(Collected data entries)
BEGIN

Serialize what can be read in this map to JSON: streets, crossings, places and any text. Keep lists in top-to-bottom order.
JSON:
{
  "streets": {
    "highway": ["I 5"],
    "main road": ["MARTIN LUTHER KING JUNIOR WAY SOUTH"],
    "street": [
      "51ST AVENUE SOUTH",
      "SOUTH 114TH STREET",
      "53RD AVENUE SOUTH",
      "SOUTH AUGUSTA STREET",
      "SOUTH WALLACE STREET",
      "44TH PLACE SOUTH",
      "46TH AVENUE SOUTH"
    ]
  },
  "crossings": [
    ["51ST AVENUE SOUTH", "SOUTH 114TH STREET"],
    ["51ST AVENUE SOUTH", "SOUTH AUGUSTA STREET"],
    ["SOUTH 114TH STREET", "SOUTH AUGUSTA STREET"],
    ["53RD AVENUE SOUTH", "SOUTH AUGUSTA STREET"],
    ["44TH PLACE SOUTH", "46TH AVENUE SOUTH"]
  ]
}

END
BEGIN

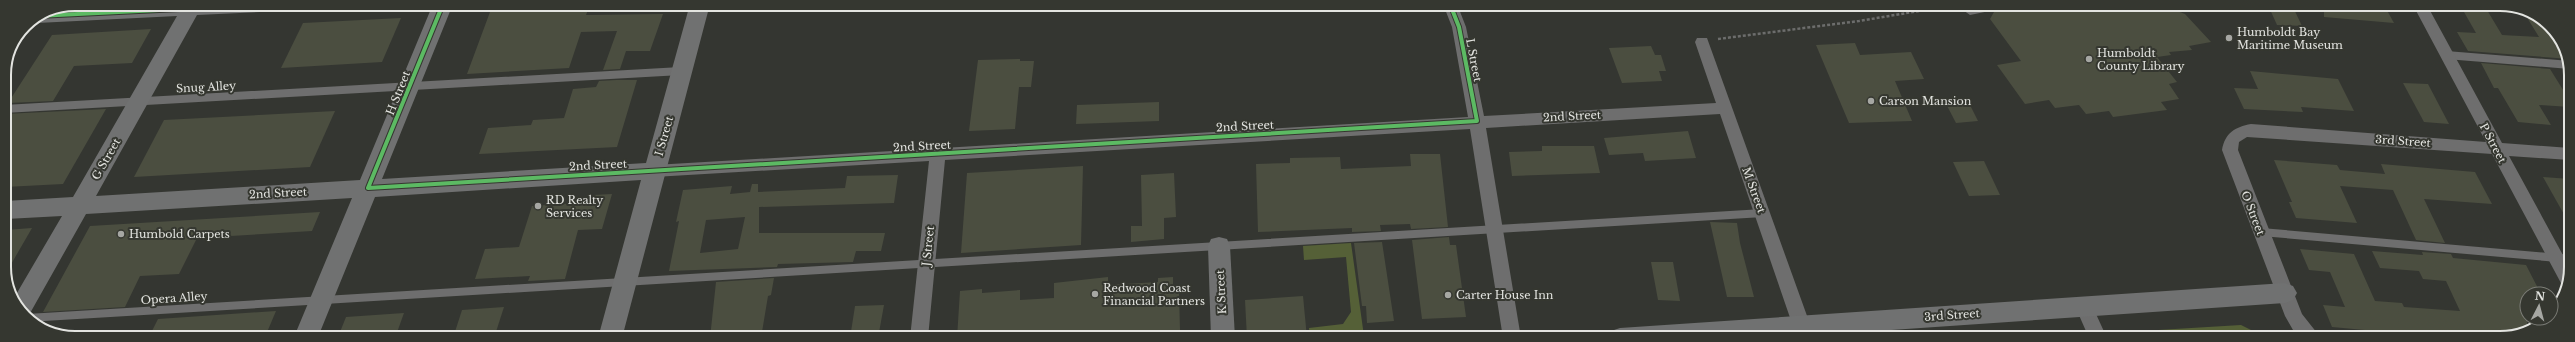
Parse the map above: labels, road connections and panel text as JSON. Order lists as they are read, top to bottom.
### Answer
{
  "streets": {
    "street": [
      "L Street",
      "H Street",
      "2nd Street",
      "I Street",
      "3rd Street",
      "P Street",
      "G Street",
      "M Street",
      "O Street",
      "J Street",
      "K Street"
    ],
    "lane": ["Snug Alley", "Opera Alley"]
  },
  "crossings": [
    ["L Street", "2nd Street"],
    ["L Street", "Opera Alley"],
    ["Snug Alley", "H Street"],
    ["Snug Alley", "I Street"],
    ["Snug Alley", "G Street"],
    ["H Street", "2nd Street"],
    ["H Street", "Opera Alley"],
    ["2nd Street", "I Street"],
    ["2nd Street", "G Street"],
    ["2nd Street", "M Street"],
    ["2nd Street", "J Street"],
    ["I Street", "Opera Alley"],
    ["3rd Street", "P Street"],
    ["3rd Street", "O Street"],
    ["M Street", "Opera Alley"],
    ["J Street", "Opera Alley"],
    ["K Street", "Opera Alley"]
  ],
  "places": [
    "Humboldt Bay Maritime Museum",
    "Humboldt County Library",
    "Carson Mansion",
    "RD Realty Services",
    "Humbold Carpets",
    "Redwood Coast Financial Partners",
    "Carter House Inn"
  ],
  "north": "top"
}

END
BEGIN

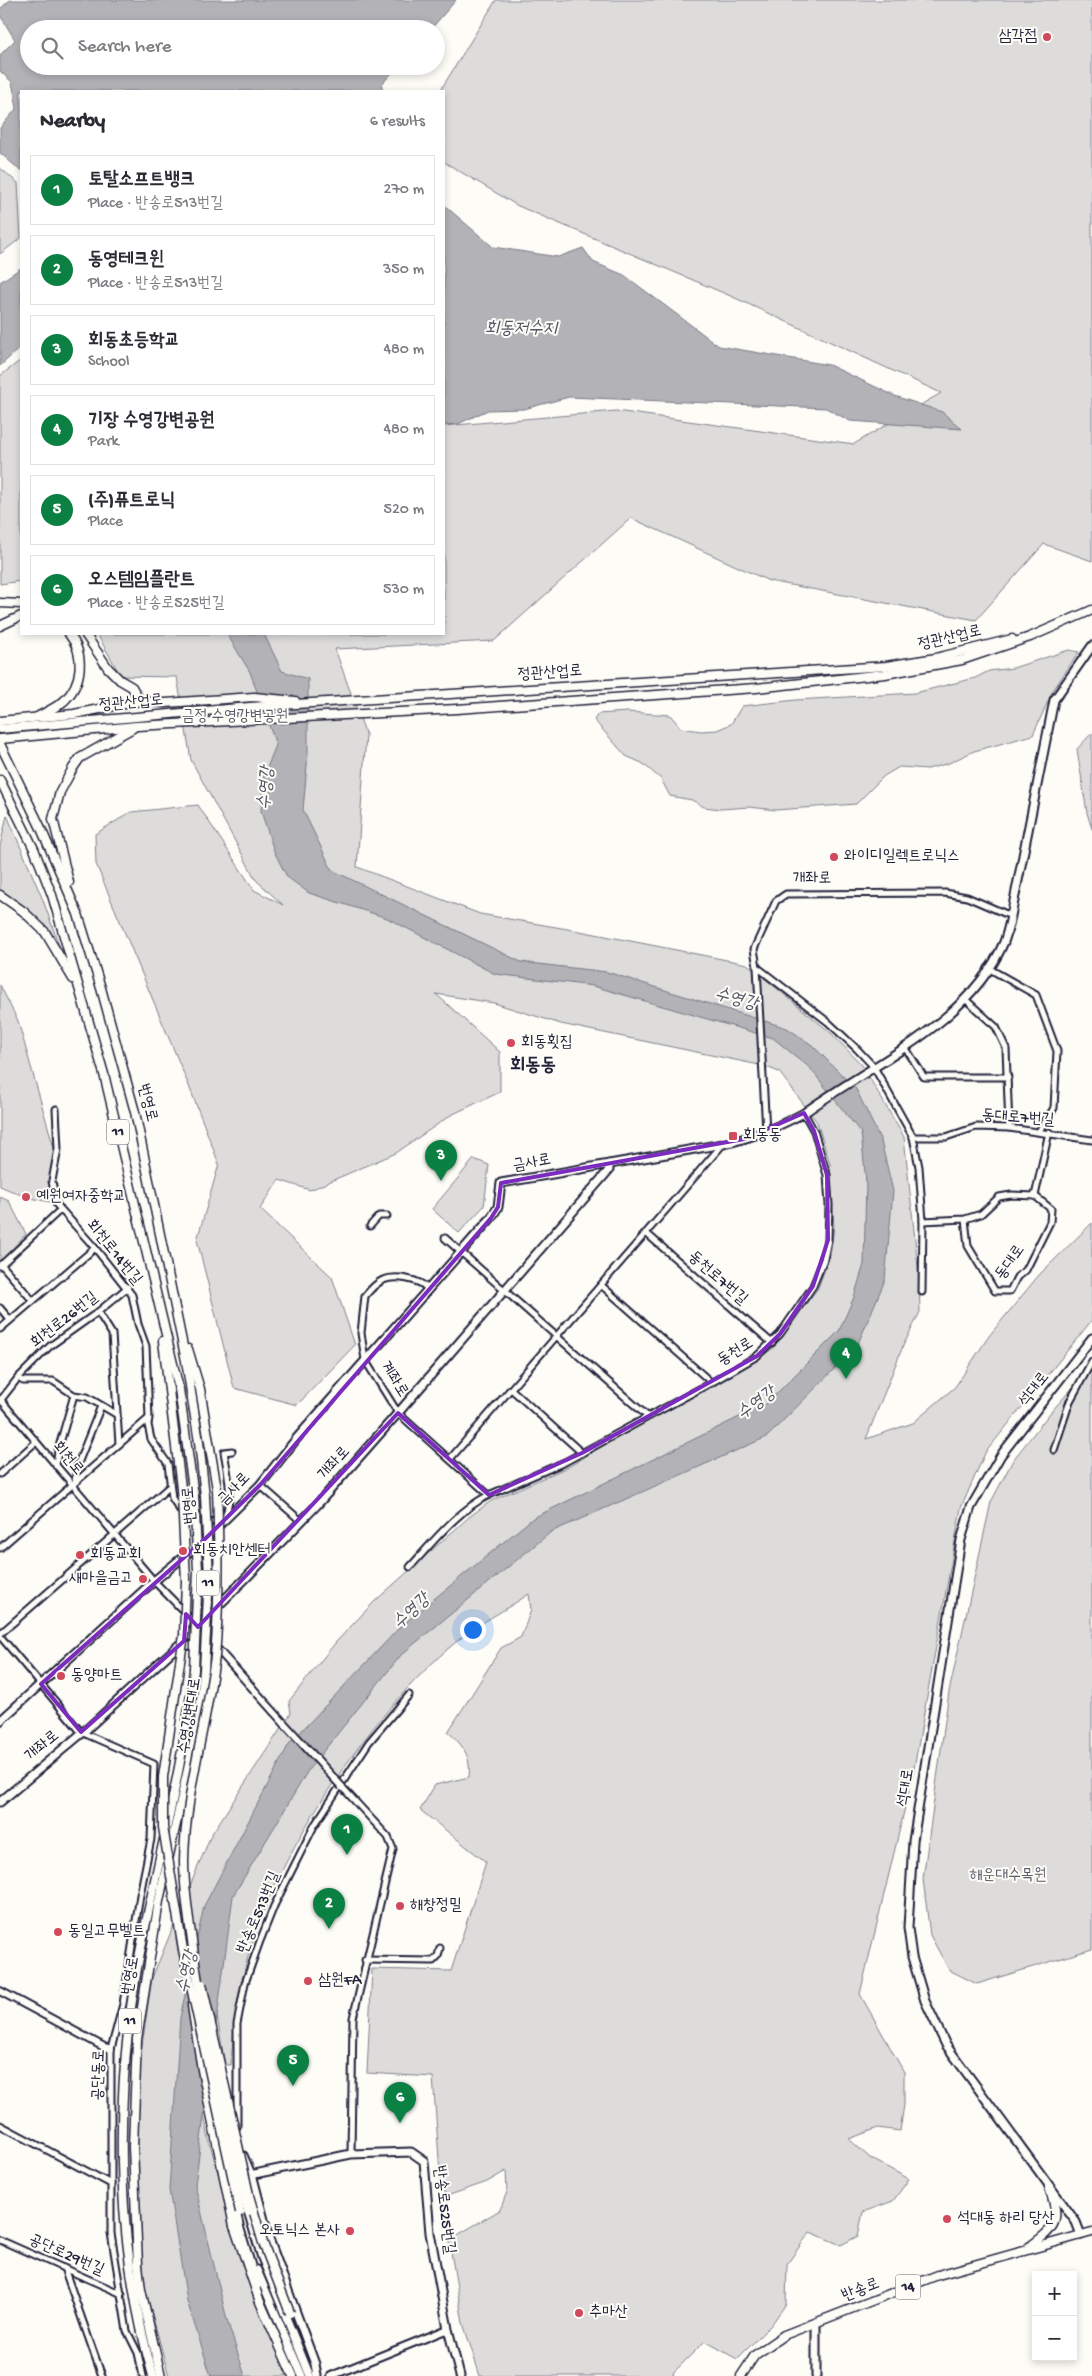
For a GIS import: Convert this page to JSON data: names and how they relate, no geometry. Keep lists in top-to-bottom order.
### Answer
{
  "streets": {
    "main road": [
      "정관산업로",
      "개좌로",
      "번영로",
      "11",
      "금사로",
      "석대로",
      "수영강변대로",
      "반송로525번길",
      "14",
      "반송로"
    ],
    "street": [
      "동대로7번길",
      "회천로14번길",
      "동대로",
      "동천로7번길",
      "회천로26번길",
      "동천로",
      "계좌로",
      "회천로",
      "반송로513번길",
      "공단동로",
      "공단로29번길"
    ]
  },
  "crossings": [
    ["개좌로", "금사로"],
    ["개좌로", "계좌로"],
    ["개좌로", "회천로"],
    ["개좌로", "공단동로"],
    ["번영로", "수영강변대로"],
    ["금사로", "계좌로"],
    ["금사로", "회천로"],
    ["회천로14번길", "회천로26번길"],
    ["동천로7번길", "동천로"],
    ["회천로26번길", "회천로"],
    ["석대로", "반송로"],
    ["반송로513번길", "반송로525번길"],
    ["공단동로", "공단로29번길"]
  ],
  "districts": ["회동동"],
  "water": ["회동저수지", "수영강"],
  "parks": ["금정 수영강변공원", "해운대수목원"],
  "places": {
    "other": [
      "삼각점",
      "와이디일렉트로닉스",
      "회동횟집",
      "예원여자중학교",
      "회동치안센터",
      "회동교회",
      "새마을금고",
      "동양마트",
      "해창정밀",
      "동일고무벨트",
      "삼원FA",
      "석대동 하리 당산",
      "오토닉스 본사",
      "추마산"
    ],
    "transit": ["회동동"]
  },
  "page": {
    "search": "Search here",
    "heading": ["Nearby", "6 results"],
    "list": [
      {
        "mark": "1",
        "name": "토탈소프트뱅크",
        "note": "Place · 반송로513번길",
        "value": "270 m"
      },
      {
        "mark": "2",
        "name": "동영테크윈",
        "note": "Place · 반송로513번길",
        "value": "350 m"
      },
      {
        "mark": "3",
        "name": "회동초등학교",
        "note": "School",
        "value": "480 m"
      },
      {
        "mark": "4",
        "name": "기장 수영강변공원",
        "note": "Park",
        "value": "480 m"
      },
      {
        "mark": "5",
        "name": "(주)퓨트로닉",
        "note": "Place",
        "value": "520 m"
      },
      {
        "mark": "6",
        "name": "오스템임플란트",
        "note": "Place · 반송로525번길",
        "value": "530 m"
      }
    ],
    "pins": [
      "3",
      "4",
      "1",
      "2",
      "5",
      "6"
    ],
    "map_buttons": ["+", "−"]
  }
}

END

» **DESCRIPTION OF THE TASK**:
Locate the word "lists" in the records and collect each line it appears in.

» **RESULT BELOW**:
Serialize what can be read in this map to JSON: streets, crossings, places and any text. Keep lists in top-to-bottom order.
Parse the map above: labels, road connections and panel text as JSON. Order lists as they are read, top to bottom.
For a GIS import: Convert this page to JSON data: names and how they relate, no geometry. Keep lists in top-to-bottom order.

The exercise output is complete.